• **How to complete this task**:
For each entry below, please return its exact wording and leave out any picture.

• **Provided information**:
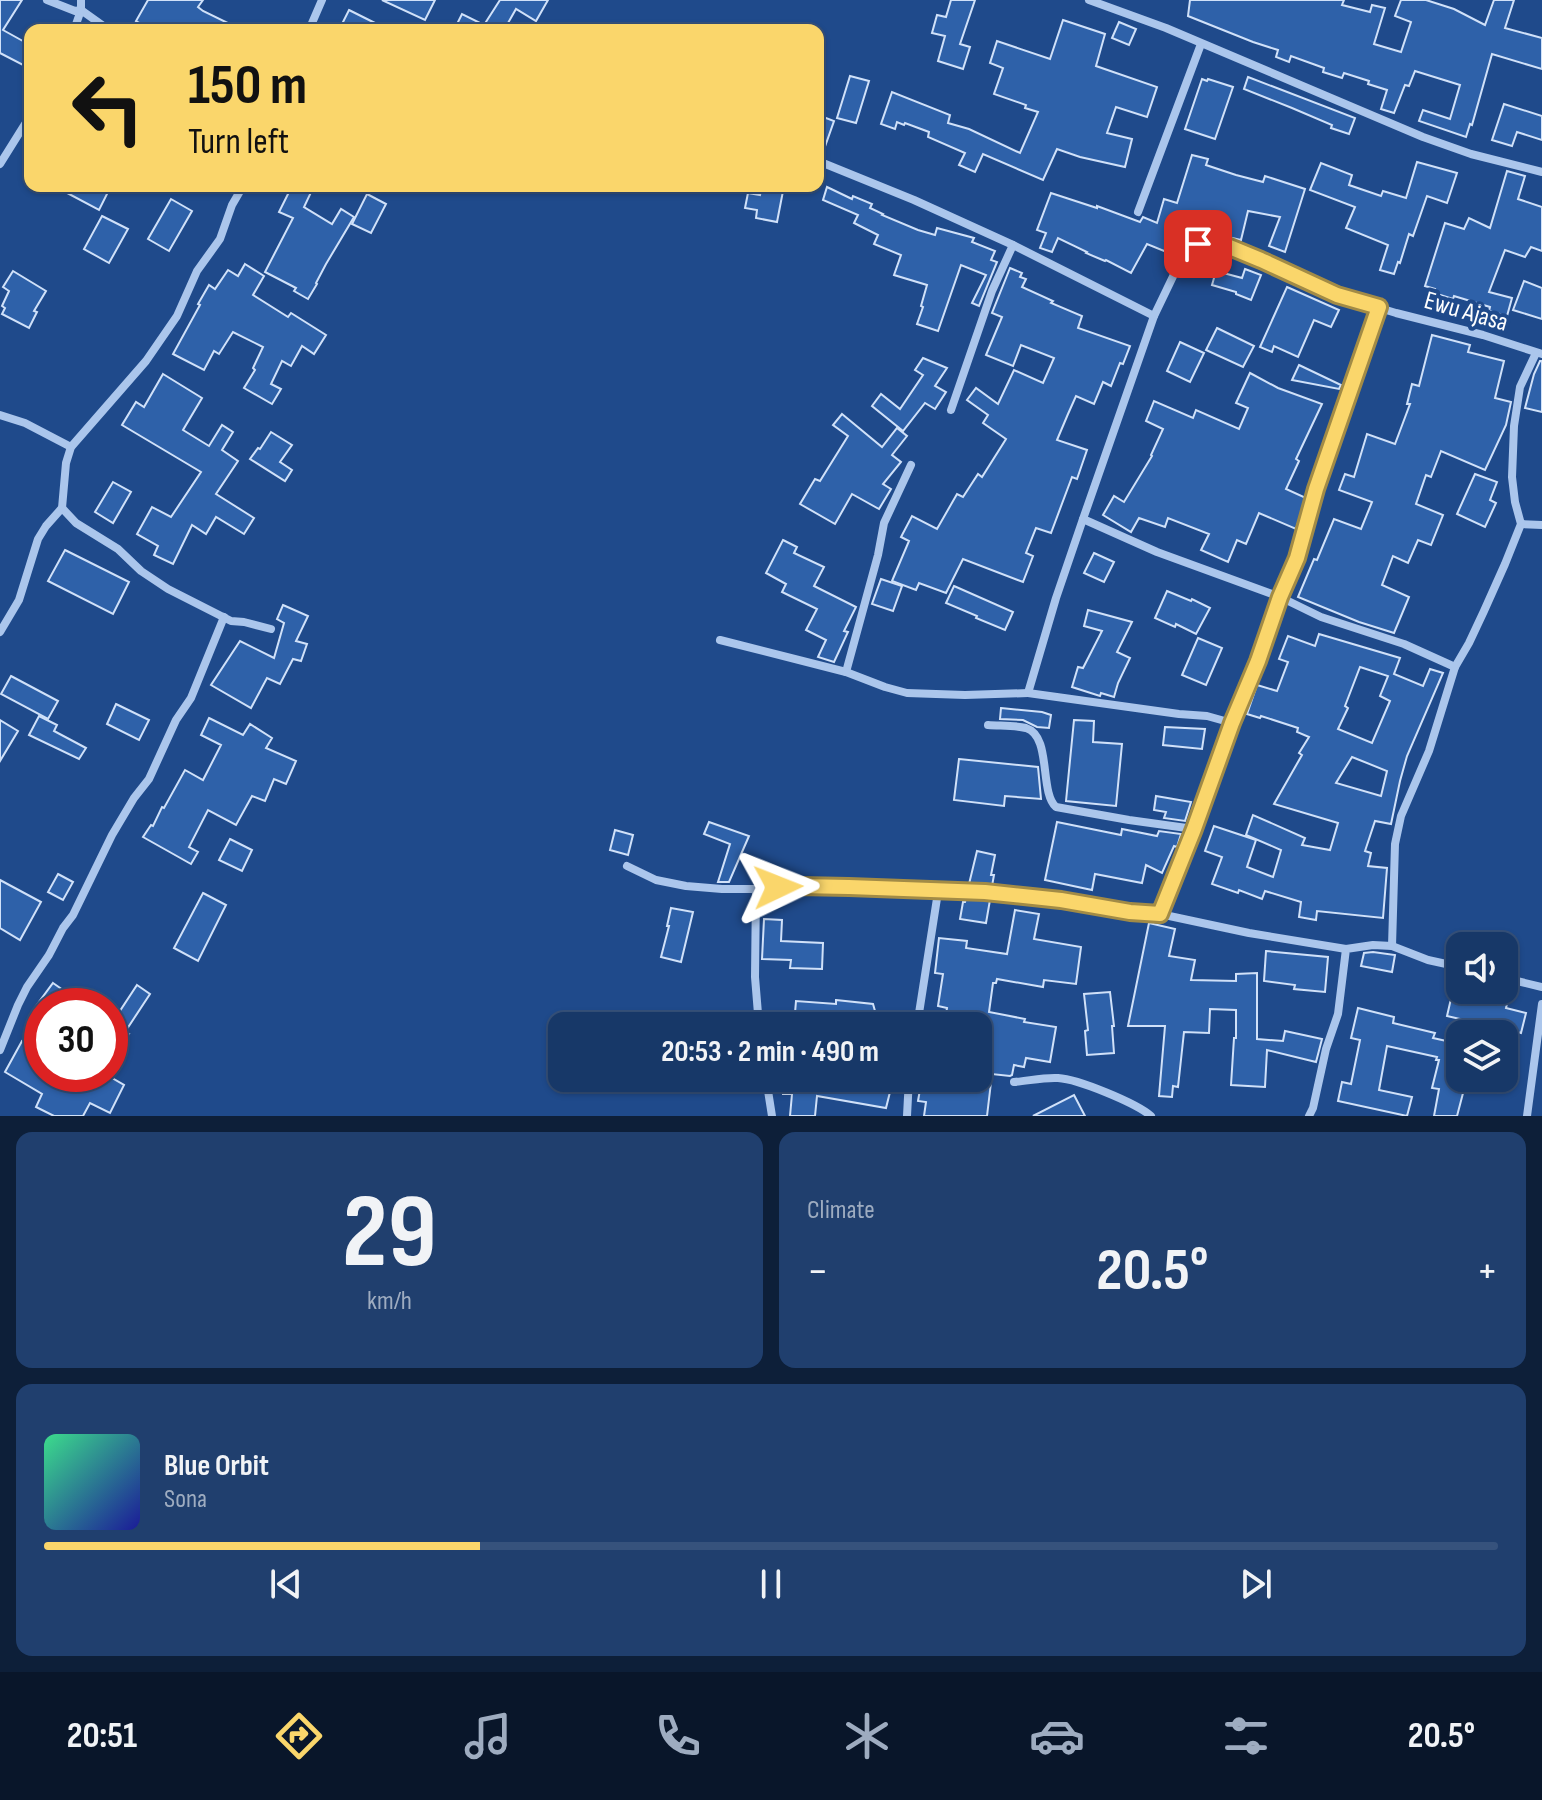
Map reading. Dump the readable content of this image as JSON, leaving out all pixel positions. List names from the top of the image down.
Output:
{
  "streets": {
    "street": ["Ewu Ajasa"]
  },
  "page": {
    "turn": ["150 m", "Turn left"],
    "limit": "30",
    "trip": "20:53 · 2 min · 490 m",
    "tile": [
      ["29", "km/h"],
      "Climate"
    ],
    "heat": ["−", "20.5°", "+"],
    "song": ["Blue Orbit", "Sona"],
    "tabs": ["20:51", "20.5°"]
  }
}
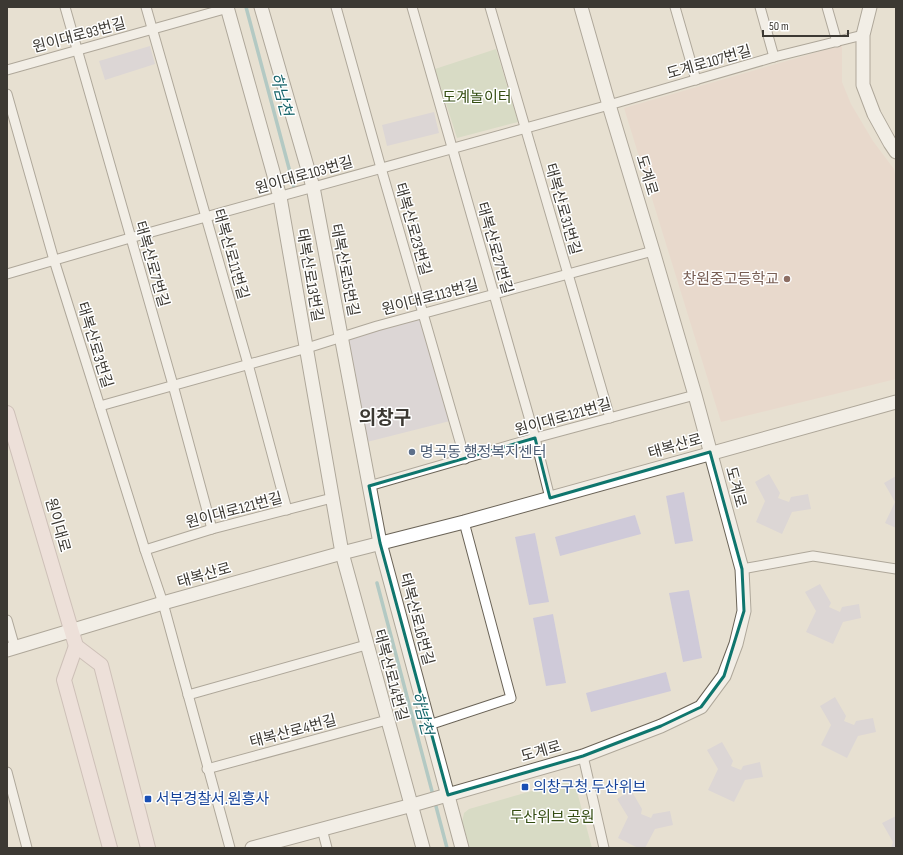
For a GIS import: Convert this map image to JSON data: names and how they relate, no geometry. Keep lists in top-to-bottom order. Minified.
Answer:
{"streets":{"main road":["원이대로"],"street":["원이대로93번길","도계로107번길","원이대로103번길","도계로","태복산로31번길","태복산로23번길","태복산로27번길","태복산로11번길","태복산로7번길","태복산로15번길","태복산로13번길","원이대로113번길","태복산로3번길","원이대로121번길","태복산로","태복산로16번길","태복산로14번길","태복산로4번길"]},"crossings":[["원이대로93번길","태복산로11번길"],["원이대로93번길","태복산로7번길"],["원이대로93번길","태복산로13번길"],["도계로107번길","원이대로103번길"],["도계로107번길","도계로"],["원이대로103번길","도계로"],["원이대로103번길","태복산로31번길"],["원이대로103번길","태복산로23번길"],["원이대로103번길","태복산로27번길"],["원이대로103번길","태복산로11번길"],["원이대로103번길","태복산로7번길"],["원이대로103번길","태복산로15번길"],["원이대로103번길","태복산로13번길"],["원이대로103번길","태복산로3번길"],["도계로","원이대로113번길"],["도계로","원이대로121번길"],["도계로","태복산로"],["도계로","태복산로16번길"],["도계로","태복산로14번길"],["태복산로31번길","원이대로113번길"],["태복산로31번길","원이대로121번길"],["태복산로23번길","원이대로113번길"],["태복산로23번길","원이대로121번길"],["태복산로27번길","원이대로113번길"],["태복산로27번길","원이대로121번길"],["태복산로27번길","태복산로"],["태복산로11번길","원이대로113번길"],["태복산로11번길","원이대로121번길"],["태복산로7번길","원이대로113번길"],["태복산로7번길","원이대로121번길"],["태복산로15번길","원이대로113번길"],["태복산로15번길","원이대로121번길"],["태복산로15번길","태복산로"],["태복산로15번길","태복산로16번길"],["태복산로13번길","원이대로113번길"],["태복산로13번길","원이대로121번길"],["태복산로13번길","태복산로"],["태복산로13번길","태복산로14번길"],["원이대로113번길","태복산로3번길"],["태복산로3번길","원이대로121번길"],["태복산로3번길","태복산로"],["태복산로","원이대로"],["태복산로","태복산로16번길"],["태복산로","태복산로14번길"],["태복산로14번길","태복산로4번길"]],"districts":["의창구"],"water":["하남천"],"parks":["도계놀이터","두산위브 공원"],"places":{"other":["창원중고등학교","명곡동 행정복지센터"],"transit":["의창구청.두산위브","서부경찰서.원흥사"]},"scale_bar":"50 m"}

• **Result of the task**:
Map reading. Dump the readable content of this image as JSON, leaving out all pixel positions. List names from the top of the image down.
Output:
{
  "streets": {
    "street": ["Ewu Ajasa"]
  },
  "page": {
    "turn": ["150 m", "Turn left"],
    "limit": "30",
    "trip": "20:53 · 2 min · 490 m",
    "tile": [
      ["29", "km/h"],
      "Climate"
    ],
    "heat": ["−", "20.5°", "+"],
    "song": ["Blue Orbit", "Sona"],
    "tabs": ["20:51", "20.5°"]
  }
}
For a GIS import: Convert this map image to JSON data: names and how they relate, no geometry. Keep lists in top-to-bottom order. Minified.
Answer:
{"streets":{"main road":["원이대로"],"street":["원이대로93번길","도계로107번길","원이대로103번길","도계로","태복산로31번길","태복산로23번길","태복산로27번길","태복산로11번길","태복산로7번길","태복산로15번길","태복산로13번길","원이대로113번길","태복산로3번길","원이대로121번길","태복산로","태복산로16번길","태복산로14번길","태복산로4번길"]},"crossings":[["원이대로93번길","태복산로11번길"],["원이대로93번길","태복산로7번길"],["원이대로93번길","태복산로13번길"],["도계로107번길","원이대로103번길"],["도계로107번길","도계로"],["원이대로103번길","도계로"],["원이대로103번길","태복산로31번길"],["원이대로103번길","태복산로23번길"],["원이대로103번길","태복산로27번길"],["원이대로103번길","태복산로11번길"],["원이대로103번길","태복산로7번길"],["원이대로103번길","태복산로15번길"],["원이대로103번길","태복산로13번길"],["원이대로103번길","태복산로3번길"],["도계로","원이대로113번길"],["도계로","원이대로121번길"],["도계로","태복산로"],["도계로","태복산로16번길"],["도계로","태복산로14번길"],["태복산로31번길","원이대로113번길"],["태복산로31번길","원이대로121번길"],["태복산로23번길","원이대로113번길"],["태복산로23번길","원이대로121번길"],["태복산로27번길","원이대로113번길"],["태복산로27번길","원이대로121번길"],["태복산로27번길","태복산로"],["태복산로11번길","원이대로113번길"],["태복산로11번길","원이대로121번길"],["태복산로7번길","원이대로113번길"],["태복산로7번길","원이대로121번길"],["태복산로15번길","원이대로113번길"],["태복산로15번길","원이대로121번길"],["태복산로15번길","태복산로"],["태복산로15번길","태복산로16번길"],["태복산로13번길","원이대로113번길"],["태복산로13번길","원이대로121번길"],["태복산로13번길","태복산로"],["태복산로13번길","태복산로14번길"],["원이대로113번길","태복산로3번길"],["태복산로3번길","원이대로121번길"],["태복산로3번길","태복산로"],["태복산로","원이대로"],["태복산로","태복산로16번길"],["태복산로","태복산로14번길"],["태복산로14번길","태복산로4번길"]],"districts":["의창구"],"water":["하남천"],"parks":["도계놀이터","두산위브 공원"],"places":{"other":["창원중고등학교","명곡동 행정복지센터"],"transit":["의창구청.두산위브","서부경찰서.원흥사"]},"scale_bar":"50 m"}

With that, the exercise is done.